Bits of this are familiar - some of the segues on 1.Outside were edited out of this improvised, supremely pretentious nonsense. For example the "Baby Grace" passage is here, though much longer and instead of "Hallo Spaceboy" crashing in at the end when Grace says 'something is going to be horrid' it continues with lots of guitar noodlings from Reeves Gabrels.  "I Am With Name" appears almost unchanged on the finished album, but apart from this and the reworked segues it's all unreleased stuff - mostly Bowie doing silly voices, strange monologues, lots of Enoid squelchy drums, Mike Garson playing fractured piano, all that sort of thing. 

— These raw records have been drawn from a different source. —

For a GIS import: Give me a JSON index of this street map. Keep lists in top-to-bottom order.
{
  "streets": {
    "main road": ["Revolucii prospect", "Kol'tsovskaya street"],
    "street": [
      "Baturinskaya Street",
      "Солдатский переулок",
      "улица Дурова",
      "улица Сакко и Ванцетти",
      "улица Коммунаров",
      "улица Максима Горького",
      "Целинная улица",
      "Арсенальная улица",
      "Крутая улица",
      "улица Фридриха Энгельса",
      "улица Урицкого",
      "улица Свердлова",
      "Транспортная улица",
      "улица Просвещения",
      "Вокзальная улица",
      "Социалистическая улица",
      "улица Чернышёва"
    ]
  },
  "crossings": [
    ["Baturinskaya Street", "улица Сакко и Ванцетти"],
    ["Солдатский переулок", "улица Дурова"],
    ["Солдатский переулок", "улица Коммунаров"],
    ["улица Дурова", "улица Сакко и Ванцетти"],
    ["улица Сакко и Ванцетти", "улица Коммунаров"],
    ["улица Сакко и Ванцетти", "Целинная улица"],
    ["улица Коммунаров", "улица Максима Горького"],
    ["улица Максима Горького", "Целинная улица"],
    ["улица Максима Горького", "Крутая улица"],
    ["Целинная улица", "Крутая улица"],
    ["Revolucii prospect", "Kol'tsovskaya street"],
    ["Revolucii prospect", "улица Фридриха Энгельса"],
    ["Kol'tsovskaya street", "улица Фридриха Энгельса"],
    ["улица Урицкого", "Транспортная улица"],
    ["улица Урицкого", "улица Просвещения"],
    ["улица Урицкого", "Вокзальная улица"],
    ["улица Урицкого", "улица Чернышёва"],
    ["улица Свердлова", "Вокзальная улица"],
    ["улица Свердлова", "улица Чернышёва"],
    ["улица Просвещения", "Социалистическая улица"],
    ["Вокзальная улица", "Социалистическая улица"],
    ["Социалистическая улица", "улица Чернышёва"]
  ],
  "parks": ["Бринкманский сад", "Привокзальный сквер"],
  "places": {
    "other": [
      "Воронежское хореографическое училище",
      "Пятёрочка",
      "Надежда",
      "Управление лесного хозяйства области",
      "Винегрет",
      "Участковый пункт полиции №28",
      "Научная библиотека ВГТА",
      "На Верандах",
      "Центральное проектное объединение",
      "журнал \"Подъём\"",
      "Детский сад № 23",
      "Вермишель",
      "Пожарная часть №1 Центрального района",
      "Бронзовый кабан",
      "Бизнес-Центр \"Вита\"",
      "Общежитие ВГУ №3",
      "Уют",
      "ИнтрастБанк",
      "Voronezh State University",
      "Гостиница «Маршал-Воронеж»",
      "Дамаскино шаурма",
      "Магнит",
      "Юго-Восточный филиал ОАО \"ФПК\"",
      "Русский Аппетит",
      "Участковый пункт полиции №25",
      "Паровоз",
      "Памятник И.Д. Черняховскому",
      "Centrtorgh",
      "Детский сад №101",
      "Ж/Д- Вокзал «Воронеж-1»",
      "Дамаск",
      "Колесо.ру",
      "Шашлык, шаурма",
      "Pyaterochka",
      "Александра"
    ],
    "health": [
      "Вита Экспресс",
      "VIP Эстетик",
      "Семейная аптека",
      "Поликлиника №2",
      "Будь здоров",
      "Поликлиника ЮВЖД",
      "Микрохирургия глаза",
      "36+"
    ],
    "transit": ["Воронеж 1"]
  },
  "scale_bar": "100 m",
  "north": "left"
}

But even if you're familiar with the long available snippets, the full length disc is something else. Some of the songs are just superb - "We'll Creep Together" builds from a mechanised drum pattern and eventually dissolves into some lovely keyboards some 10 minutes later. The stirring keyboards remind me of the lengthy ending to "Absolute Beginners" actually.  "I'd Rather Be Chrome" is more menacing, with a very Eno-esque style funky rhythm. The spoken passages are bonkers - Ramona is a syllanibal, don't you know, she 'eats her own words…' Told you it was pretentious! There are many different voices used by Bowie, many more than appear on the final album.
It sort of all washes over you, swirling around. It would have been marvellous if Bowie had actually had the nerve to release this 20 years ago, but with hindsight you can see why he watered down 1.Outside with a lot more 'proper' songs.
The last time I got so excited by a new piece of music was the day "Where Are We Now?" suddenly appeared - good Bowie music must have that effect on me!